Environmentalists Fear Oil Company Bankruptcy Could Strand SoCal’s Idle Wells

The owner of more than 2,000 idle oil wells in Southern California declared bankruptcy this week, raising fears among environmentalists that those wells might never be properly sealed.
The local petroleum industry has been in decline for years, because what little oil remains underground is expensive to extract. But as those old wells sit idle and unsealed, they present a potential pollution hazard to drinking water underground and people living nearby.
In 2014, Los Angeles-based Occidental Petroleum spun off ownership of about 7,000 idle wells to a new company, called California Resources Corporation. About 2,000 are in Southern California, grouped near shorelines in Huntington Beach, Long Beach, and Wilmington and along the Santa Clara River in Ventura County. (This map shows their locations.)
On Wednesday, CRC filed for bankruptcy in order to restructure its debt. Spokeswoman Margarita Thompson said the filing acknowledges CRC’s legal obligations to cover the shutdown costs of the wells.
She added that the company is up to date on its payment for indemnity bonds for its idle wells, which is a form of insurance that would pay to close the wells if the company went under.
But environmentalists now want Gov. Gavin Newsom to intervene to make sure the company sets aside enough money to seal old wells, or push former owner Occidental Petroleum to do so.
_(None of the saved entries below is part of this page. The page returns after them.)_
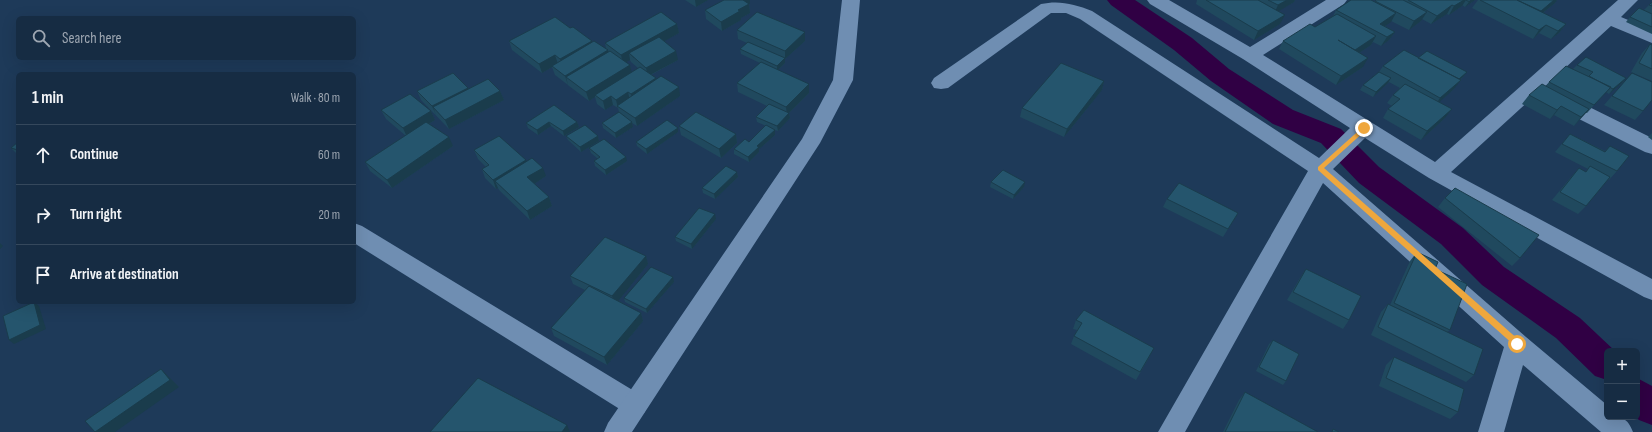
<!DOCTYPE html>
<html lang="en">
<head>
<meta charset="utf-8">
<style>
	:root { --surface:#162c43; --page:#1f344a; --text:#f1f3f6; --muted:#9ea7b2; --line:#35485c }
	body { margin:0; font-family:"Sofia Sans Condensed",sans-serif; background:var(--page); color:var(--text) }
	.controls { position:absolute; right:12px; bottom:12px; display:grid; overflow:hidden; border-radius:6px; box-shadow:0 4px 16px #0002 }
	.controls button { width:36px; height:36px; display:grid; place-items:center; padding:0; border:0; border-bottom:1px solid var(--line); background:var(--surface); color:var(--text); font:20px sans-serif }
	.stop { position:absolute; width:12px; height:12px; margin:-9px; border:3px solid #efa73d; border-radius:50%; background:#fff }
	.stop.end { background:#efa73d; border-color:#fff; box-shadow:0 1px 4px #0008 }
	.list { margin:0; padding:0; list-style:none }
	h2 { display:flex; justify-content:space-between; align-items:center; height:52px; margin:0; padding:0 16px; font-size:17px }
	h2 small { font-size:13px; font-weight:400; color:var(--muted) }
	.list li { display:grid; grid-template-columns:26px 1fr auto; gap:12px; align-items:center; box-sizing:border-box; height:60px; padding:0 16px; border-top:1px solid var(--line) }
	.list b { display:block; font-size:15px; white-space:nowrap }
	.list em { font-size:13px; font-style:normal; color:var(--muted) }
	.icon { flex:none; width:22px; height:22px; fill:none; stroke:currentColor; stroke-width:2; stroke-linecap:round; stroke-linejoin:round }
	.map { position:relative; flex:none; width:1652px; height:432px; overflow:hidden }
	.search { position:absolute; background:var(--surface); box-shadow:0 4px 16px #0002; left:16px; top:16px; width:340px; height:44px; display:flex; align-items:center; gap:10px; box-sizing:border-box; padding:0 14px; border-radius:6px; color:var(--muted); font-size:15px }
	.panel { position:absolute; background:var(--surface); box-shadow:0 4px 16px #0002; left:16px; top:72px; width:340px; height:232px; border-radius:6px }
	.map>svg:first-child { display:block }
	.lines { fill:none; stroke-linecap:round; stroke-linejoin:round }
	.canal { fill:#300044; fill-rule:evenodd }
	.street { fill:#6f8eb2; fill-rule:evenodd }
	.secondary { fill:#6f8eb2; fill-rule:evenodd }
	.wall { fill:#20495e; fill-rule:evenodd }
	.shaded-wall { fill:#1a3c4c }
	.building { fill:#25556d; stroke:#1a3c4c }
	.route { fill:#efa73d }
</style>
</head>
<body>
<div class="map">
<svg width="1652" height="432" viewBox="0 0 1652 432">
	<rect width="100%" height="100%" fill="#1e3a59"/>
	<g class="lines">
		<path class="canal" d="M 1107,0 L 1135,0 L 1192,38 L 1229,69 L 1293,110 L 1341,129 L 1379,167 L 1463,228 L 1504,267 L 1580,318 L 1615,351 L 1607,351 L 1607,380 L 1595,376 L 1556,338 L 1482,285 L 1441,244 L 1359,183 L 1321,143 L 1273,124 L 1211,81 L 1174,50 L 1111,5 Z
			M 1637,378 L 1652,386 L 1652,425 L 1639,420 L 1636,417 Z"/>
		<path class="street" d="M 1147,0 L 1169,0 L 1250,47 L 1326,0 L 1347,0 L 1344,4 L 1263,55 L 1435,162 L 1618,0 L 1638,0 L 1621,17 L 1652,30 L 1652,43 L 1611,26 L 1451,172 L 1652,279 L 1652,300 L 1644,297 L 1429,178 L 1365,138 L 1333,169 L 1526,337 L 1607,405 L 1607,417 C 1622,417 1627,417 1633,432 L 1601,432 L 1523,365 L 1504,432 L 1478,432 L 1504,347 L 1323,183 L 1185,432 L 1158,432 L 1308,171 L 1080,19 L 1066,13 L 1051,13 L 948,88 L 941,89 L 934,88 L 931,83 L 934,78 L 1041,4 C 1059,0 1075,4 1092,11 L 1319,158 L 1350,128 L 1243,59 L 1150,4 Z
			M 1558,93 L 1565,95 L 1652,138 L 1652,154 L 1645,152 L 1551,105 L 1548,100 L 1551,95 Z
			M 354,223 L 362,226 L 644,397 L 648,405 L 644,413 L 635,417 L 626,413 L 354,243 Z"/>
		<path class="secondary" d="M 842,0 L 860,0 L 853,80 L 820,143 L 632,432 L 604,432 L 608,423 L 802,139 L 833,80 Z"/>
	</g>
	<path class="wall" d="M 685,0 L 708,0 L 696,7 Z
		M 1197,0 L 1295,0 L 1294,2 L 1278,11 L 1280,24 L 1254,40 L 1196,4 Z
		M 1376,0 L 1475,0 L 1465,7 L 1462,5 L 1462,6 L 1449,15 L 1447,14 L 1431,24 L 1422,19 L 1421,21 L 1409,30 L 1391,21 L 1385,26 L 1395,32 L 1389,40 L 1381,46 L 1373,42 L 1371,45 L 1359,53 L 1363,67 L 1336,85 L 1279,49 L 1283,41 L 1315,27 L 1333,16 L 1336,10 L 1374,2 Z
		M 1478,0 L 1557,0 L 1555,3 L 1543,13 L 1566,24 L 1559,33 L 1551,39 L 1539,33 L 1533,39 L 1472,8 Z
		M 1652,2 L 1652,34 L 1626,22 L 1630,17 L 1644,10 Z
		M 749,4 L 750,13 L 741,18 L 741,20 L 722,31 L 706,19 L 705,10 L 750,4 Z
		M 677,24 L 679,33 L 664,41 L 678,60 L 651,75 L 656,78 L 656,79 L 680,96 L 637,126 L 632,123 L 633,127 L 616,138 L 603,128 L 602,123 L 619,112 L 618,108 L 613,105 L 605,110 L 597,104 L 595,97 L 589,101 L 569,86 L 568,85 L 555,75 L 552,67 L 542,73 L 512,50 L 509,41 L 570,28 L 592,41 L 592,42 L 606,49 L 605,43 ZM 630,60 L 631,62 L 638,68 L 631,73 L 630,65 L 626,62 Z
		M 737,30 L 805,32 L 805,41 L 785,59 L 785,63 L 778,70 L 809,84 L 809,93 L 789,113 L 790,118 L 778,131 L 772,129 L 775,130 L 775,135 L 759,149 L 759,152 L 749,162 L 734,154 L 734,149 L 749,142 L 766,126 L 757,122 L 756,117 L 767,106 L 738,92 L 737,83 L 760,63 L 741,54 L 740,49 L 747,43 L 738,39 Z
		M 1650,44 L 1652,45 L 1652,81 L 1631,72 L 1642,53 Z
		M 1418,58 L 1467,72 L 1463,77 L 1460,80 L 1454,89 L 1439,102 L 1445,118 L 1421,140 L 1383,118 L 1388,109 L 1392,106 L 1387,103 L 1393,95 L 1400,88 L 1389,82 L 1373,97 L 1360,90 L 1363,85 L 1379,72 L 1383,66 Z
		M 1577,65 L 1626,78 L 1622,83 L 1609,94 L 1606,92 L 1587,113 L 1586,113 L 1574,126 L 1554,115 L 1550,119 L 1522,104 L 1529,95 L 1546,86 L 1549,82 L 1573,69 Z
		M 1632,73 L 1643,111 L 1635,120 L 1604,105 Z
		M 1104,81 L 1102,90 L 1064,137 L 1020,117 L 1022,108 Z
		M 468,88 L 468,89 L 500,91 L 504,100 L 449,129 L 421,100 L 417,91 Z
		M 554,105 L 577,122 L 579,127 L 564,136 L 551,126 L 538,135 L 528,128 L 526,123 Z
		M 381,110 L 431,111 L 435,120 L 429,124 L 453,146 L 392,188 L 370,171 L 365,162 L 406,136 L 386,119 Z
		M 679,126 L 736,134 L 737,143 L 721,158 L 681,135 Z
		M 678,128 L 678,132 L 647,154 L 637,146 L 636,142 Z
		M 1652,133 L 1652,140 L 1648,137 Z
		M 1570,134 L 1605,151 L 1610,146 L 1617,171 L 1609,180 L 1607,179 L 1586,206 L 1578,214 L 1552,200 L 1571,177 L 1579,168 L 1585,172 L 1588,169 L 1555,152 Z
		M 566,136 L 598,136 L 599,141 L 581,152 L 568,140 Z
		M 18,142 L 18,155 L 11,148 Z
		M 589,148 L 627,161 L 606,175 L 595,166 L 594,161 L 598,159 L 591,153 Z
		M 474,150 L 526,160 L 526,162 L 546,176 L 534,184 L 549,197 L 552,206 L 530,220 L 499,190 L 498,188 L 496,189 L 485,178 L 482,169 L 486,167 L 478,159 Z
		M 737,172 L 738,177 L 715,199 L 703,193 L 702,188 Z
		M 991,182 L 1024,187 L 1013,199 L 990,187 Z
		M 1445,198 L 1520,258 L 1512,266 L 1438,207 Z
		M 1167,199 L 1238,213 L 1223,237 L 1163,207 Z
		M 716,219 L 692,249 L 676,241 L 675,237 Z
		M 1417,252 L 1435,269 L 1450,330 L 1447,332 L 1474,375 L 1466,382 L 1371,335 L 1381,312 L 1388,304 L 1390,305 L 1410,261 Z
		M 646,256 L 648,264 L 618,301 L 641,313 L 643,321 L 607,365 L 554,336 L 551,328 L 585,290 L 573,284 L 570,276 Z
		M 1306,269 L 1349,320 L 1343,329 L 1287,300 L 1300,278 Z
		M 674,282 L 647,313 L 625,302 L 624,298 Z
		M 1076,320 L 1150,356 L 1136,380 L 1071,344 L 1074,336 L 1077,330 L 1073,329 Z
		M 1273,340 L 1286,381 L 1283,385 L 1256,371 L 1269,344 Z
		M 1394,357 L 1458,412 L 1450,419 L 1379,386 L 1386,365 Z
		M 1245,392 L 1318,432 L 1223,432 L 1239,400 Z"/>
	<path class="shaded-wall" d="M 695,0 L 708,0 L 696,7 Z
		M 742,0 L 750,0 L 750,4 L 749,4 L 750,13 L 741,18 L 741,20 L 722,31 L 721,22 L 738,10 Z
		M 1287,0 L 1295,0 L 1294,2 L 1274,14 L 1278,5 Z
		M 1464,0 L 1466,0 L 1462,6 L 1449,15 L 1454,6 Z
		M 1471,0 L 1475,0 L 1465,7 L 1469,2 Z
		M 1554,0 L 1557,0 L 1555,3 L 1534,20 L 1541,11 Z
		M 1452,5 L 1447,14 L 1431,24 L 1437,16 Z
		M 1427,12 L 1421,21 L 1409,30 L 1414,21 Z
		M 1396,13 L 1391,22 L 1376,32 L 1380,24 Z
		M 1285,15 L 1280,24 L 1254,40 L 1258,31 Z
		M 677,24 L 679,33 L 634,58 L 629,53 L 630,60 L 623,64 L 621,55 Z
		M 1566,24 L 1559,33 L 1551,39 L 1558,31 Z
		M 1546,25 L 1539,33 L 1533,39 L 1539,30 Z
		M 805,32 L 805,41 L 785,59 L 785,51 Z
		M 1395,32 L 1389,40 L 1381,46 L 1387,37 Z
		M 1376,36 L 1371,45 L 1350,59 L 1355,50 Z
		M 592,41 L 594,50 L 563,68 L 560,59 Z
		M 608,50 L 610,59 L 566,77 L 568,85 L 565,76 Z
		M 676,51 L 678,60 L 648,76 L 646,68 Z
		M 555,55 L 558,64 L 552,66 L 552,67 L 542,73 L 539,64 Z
		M 785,58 L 785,63 L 777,71 L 777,66 Z
		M 1368,58 L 1363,67 L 1336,85 L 1341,76 Z
		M 630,65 L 632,74 L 595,95 L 595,97 L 589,101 L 586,92 Z
		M 1467,72 L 1463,77 L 1452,86 L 1456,81 Z
		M 656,78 L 658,87 L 633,103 L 631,94 Z
		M 1391,78 L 1388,83 L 1373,97 L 1376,92 Z
		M 1626,78 L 1622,83 L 1609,94 L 1613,89 Z
		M 1461,80 L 1454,89 L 1434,107 L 1440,98 Z
		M 1104,81 L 1102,90 L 1064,137 L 1067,129 Z
		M 809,84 L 809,93 L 787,115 L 786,107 Z
		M 679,87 L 680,96 L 637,126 L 635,118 Z
		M 468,88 L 471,97 L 433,107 L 436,115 L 432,106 Z
		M 500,91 L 504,100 L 449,129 L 445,120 Z
		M 628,92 L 630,101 L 617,106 L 618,108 L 616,100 Z
		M 611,96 L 613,105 L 605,110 L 603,101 Z
		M 1561,106 L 1554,115 L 1550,119 L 1557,110 Z
		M 1452,109 L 1445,118 L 1421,140 L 1427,131 Z
		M 1589,109 L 1582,117 L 1574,126 L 1581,117 Z
		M 431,111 L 435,120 L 407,137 L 403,128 Z
		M 789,113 L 790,118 L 778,131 L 777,126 Z
		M 549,122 L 551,126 L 538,135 L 537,130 Z
		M 577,122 L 579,127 L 564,136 L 563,131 Z
		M 632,122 L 633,127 L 616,138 L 615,133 Z
		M 678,128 L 678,132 L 647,154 L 646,149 Z
		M 775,130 L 775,135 L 759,149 L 759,152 L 749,162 L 748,157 L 757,146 Z
		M 736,134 L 737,143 L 721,158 L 719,149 Z
		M 598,136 L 599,141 L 581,152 L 580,147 Z
		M 449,137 L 453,146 L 392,188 L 387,180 Z
		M 626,157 L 627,161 L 606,175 L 605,170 Z
		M 526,160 L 529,169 L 495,181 L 498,188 L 496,189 L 493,180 Z
		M 543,168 L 546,176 L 531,186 L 527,177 Z
		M 737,172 L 738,177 L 715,199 L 714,194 Z
		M 1025,182 L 1024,187 L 1013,199 L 1014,195 Z
		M 549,197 L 552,206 L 530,220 L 527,211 Z
		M 715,214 L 716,219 L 692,249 L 691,244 Z
		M 0,243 L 3,246 L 0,249 Z
		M 646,256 L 648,264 L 615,305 L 612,296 Z
		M 673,277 L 674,282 L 647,313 L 646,309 Z
		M 34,302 L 39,306 L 46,329 L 14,344 L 9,340 Z
		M 641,313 L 643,321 L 607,365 L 604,357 Z
		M 161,369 L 179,387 L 115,432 L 95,432 Z
		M 567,425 L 570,432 L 562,432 Z"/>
	<path class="building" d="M 724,0 L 743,0 L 749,4 L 738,10 L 740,11 L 721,22 L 705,10 Z
		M 1206,0 L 1258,0 L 1285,15 L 1258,31 Z
		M 1268,0 L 1287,0 L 1278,5 Z
		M 1351,0 L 1371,0 L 1396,13 L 1380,24 L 1395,32 L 1387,37 L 1336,10 Z
		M 1376,0 L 1403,0 L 1427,12 L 1414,21 L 1375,1 Z
		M 1408,0 L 1464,0 L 1454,6 L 1452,5 L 1437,16 Z
		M 1466,0 L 1471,0 L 1469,2 Z
		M 1480,0 L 1517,0 L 1566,24 L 1558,31 L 1546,25 L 1539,30 Z
		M 1517,0 L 1554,0 L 1541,11 Z
		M 1652,2 L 1652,6 L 1649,5 Z
		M 1639,8 L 1652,14 L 1652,27 L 1630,17 Z
		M 661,12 L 677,24 L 621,55 L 605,43 Z
		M 757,12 L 805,32 L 785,51 L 737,30 Z
		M 1337,14 L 1376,36 L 1355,50 L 1338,40 L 1368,58 L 1341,76 L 1283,41 L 1310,24 L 1315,27 Z
		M 555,17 L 570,28 L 573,27 L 592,41 L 560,59 L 555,55 L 539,64 L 509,41 Z
		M 659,37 L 676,51 L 646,68 L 629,53 Z
		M 594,41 L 608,50 L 565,76 L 552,66 Z
		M 748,42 L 785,58 L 777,66 L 740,49 Z
		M 1650,44 L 1652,45 L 1652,69 L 1639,63 Z
		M 1404,50 L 1461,80 L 1440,98 L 1383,66 Z
		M 610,51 L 630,65 L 586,92 L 566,77 Z
		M 1427,51 L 1467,72 L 1459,79 L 1418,58 Z
		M 1586,57 L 1626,78 L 1613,89 L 1589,76 L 1593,72 L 1577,65 Z
		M 761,62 L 809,84 L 786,107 L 737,83 Z
		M 1061,63 L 1104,81 L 1067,129 L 1022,108 Z
		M 1566,66 L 1611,87 L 1594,105 L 1549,82 Z
		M 640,67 L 656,78 L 631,94 L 628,92 L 616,100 L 611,96 L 603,101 L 595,95 Z
		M 1379,72 L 1391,78 L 1376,92 L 1363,85 Z
		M 453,73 L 468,88 L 432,106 L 417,91 Z
		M 1632,73 L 1652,82 L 1652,100 L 1643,111 L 1612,96 Z
		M 661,76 L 679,87 L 635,118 L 617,106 Z
		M 488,79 L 500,91 L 445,120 L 433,107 Z
		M 1405,84 L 1452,109 L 1427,131 L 1388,109 L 1400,99 L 1393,95 Z
		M 1542,84 L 1589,109 L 1581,117 L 1561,106 L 1557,110 L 1529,95 Z
		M 410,94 L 431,111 L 403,128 L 381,110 Z
		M 769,104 L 789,113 L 777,126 L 756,117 Z
		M 554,105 L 577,122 L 563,131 L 549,122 L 537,130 L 526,123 Z
		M 619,112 L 632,122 L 615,133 L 602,123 Z
		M 696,112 L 736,134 L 719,149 L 679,126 Z
		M 667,120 L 678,128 L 646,149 L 636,142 Z
		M 426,122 L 449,137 L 387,180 L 365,162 Z
		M 585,125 L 598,136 L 580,147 L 566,136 Z
		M 766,125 L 775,130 L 757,146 L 759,147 L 748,157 L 734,149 L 745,139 L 749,142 Z
		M 1570,134 L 1605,152 L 1610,146 L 1629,156 L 1617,171 L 1562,144 Z
		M 499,136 L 526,160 L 493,180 L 482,169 L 489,165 L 474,150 Z
		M 604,139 L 626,157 L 605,170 L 594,161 L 600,157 L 589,148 Z
		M 18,142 L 18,150 L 11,148 Z
		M 532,158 L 543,168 L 527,177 L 549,197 L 527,211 L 495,181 Z
		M 726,166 L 737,172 L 714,194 L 702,188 Z
		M 1590,166 L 1610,177 L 1586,206 L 1560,192 L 1579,168 L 1586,172 Z
		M 1003,170 L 1025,182 L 1014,195 L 991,182 Z
		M 1179,183 L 1238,213 L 1228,229 L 1167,199 Z
		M 1455,188 L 1539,235 L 1520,258 L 1445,198 Z
		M 699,208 L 715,214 L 691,244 L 675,237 Z
		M 605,237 L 646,256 L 612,296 L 570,276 Z
		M 1417,252 L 1438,262 L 1435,269 L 1467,284 L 1450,330 L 1394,303 Z
		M 651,267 L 673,277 L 646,309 L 624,298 Z
		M 1306,269 L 1361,296 L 1349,320 L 1293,292 Z
		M 589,286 L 641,313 L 604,357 L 551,328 Z
		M 34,302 L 40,325 L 9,340 L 3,316 Z
		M 1388,304 L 1483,349 L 1474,375 L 1378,327 Z
		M 1084,310 L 1154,348 L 1140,372 L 1074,336 L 1082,323 L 1076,320 Z
		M 1273,340 L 1299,354 L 1286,381 L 1259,367 Z
		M 1394,357 L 1464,389 L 1458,412 L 1386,378 Z
		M 161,369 L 170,380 L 95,432 L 85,421 Z
		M 478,378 L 567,425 L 562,432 L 430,432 Z
		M 1245,392 L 1318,432 L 1225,432 Z
		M 1333,429 L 1339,432 L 1332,432 Z"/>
	<path class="route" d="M 1364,126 L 1366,128 L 1366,130 L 1324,168 L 1520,341 L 1520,346 L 1515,346 L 1318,170 L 1318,167 Z"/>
</svg>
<div class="controls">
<button>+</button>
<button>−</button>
</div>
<div class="stop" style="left:1517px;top:344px"></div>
<div class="stop end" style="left:1364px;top:128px"></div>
<div class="search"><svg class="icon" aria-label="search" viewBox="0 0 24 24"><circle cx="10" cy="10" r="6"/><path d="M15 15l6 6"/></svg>Search here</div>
<section class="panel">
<h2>1 min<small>Walk · 80 m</small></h2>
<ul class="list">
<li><svg class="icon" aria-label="ahead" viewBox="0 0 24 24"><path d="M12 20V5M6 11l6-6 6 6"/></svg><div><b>Continue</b></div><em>60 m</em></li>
<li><svg class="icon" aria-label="right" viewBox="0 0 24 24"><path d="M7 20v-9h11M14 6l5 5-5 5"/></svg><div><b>Turn right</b></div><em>20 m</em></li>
<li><svg class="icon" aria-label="arrive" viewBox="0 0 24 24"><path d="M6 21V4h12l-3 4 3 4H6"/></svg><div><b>Arrive at destination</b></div></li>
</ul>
</section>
</div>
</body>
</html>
“It's not supposed to be the case that oil and gas companies can shed their environmental cleanup responsibilities and obligations in the bankruptcy proceedings,” said Kassie Siegel of the Center for Biological Diversity.
She says the industry has set aside only a fraction of the money needed to permanently shut down idle wells. The California Council on Science and Technology estimates some $550 million is needed to permanently seal so-called “orphan wells” whose owners went broke.
An idle well is one that hasn’t been used in two or more years. There are some 35,000 idle wells in California, and if improperly closed, the hydrocarbons can leak into water aquifers or the air. When oil companies close or go broke, if they don’t have the money to permanently seal the wells, that obligation falls to the state.